:: GIVEN RECORDS ::

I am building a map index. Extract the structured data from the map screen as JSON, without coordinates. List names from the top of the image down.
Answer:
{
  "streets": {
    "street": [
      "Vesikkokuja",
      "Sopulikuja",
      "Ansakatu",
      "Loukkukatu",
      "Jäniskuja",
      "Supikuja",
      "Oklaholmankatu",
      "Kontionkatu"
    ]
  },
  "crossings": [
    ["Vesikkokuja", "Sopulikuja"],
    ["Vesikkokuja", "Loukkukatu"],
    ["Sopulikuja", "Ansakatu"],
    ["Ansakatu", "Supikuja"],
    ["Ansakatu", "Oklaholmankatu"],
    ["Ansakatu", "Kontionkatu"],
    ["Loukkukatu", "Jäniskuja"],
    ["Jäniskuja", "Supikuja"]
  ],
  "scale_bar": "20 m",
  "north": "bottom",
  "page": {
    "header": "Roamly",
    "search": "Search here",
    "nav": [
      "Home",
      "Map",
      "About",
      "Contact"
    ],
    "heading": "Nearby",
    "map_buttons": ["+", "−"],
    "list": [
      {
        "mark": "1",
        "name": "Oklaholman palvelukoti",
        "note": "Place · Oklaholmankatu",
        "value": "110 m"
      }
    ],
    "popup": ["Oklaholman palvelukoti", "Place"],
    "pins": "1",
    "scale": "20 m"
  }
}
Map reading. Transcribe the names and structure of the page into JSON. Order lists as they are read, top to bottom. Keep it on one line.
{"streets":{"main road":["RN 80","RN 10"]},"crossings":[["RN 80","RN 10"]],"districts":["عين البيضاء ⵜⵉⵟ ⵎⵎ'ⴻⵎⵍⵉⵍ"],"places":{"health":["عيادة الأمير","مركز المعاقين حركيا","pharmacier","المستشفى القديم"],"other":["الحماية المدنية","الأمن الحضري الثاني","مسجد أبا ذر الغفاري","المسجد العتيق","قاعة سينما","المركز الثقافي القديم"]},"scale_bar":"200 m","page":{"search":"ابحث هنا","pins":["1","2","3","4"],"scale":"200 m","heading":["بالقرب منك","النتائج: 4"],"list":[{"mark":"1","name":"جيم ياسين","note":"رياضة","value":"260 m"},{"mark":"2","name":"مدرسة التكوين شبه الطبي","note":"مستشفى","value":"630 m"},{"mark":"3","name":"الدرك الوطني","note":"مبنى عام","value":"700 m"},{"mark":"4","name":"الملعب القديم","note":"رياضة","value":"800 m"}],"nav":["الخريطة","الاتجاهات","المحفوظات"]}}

:: WHAT NEEDS TO BE DONE ::
Every record must be output again with its wording unchanged.

:: SOLUTION TO THIS TASK ::
I am building a map index. Extract the structured data from the map screen as JSON, without coordinates. List names from the top of the image down.
Answer:
{
  "streets": {
    "street": [
      "Vesikkokuja",
      "Sopulikuja",
      "Ansakatu",
      "Loukkukatu",
      "Jäniskuja",
      "Supikuja",
      "Oklaholmankatu",
      "Kontionkatu"
    ]
  },
  "crossings": [
    ["Vesikkokuja", "Sopulikuja"],
    ["Vesikkokuja", "Loukkukatu"],
    ["Sopulikuja", "Ansakatu"],
    ["Ansakatu", "Supikuja"],
    ["Ansakatu", "Oklaholmankatu"],
    ["Ansakatu", "Kontionkatu"],
    ["Loukkukatu", "Jäniskuja"],
    ["Jäniskuja", "Supikuja"]
  ],
  "scale_bar": "20 m",
  "north": "bottom",
  "page": {
    "header": "Roamly",
    "search": "Search here",
    "nav": [
      "Home",
      "Map",
      "About",
      "Contact"
    ],
    "heading": "Nearby",
    "map_buttons": ["+", "−"],
    "list": [
      {
        "mark": "1",
        "name": "Oklaholman palvelukoti",
        "note": "Place · Oklaholmankatu",
        "value": "110 m"
      }
    ],
    "popup": ["Oklaholman palvelukoti", "Place"],
    "pins": "1",
    "scale": "20 m"
  }
}
Map reading. Transcribe the names and structure of the page into JSON. Order lists as they are read, top to bottom. Keep it on one line.
{"streets":{"main road":["RN 80","RN 10"]},"crossings":[["RN 80","RN 10"]],"districts":["عين البيضاء ⵜⵉⵟ ⵎⵎ'ⴻⵎⵍⵉⵍ"],"places":{"health":["عيادة الأمير","مركز المعاقين حركيا","pharmacier","المستشفى القديم"],"other":["الحماية المدنية","الأمن الحضري الثاني","مسجد أبا ذر الغفاري","المسجد العتيق","قاعة سينما","المركز الثقافي القديم"]},"scale_bar":"200 m","page":{"search":"ابحث هنا","pins":["1","2","3","4"],"scale":"200 m","heading":["بالقرب منك","النتائج: 4"],"list":[{"mark":"1","name":"جيم ياسين","note":"رياضة","value":"260 m"},{"mark":"2","name":"مدرسة التكوين شبه الطبي","note":"مستشفى","value":"630 m"},{"mark":"3","name":"الدرك الوطني","note":"مبنى عام","value":"700 m"},{"mark":"4","name":"الملعب القديم","note":"رياضة","value":"800 m"}],"nav":["الخريطة","الاتجاهات","المحفوظات"]}}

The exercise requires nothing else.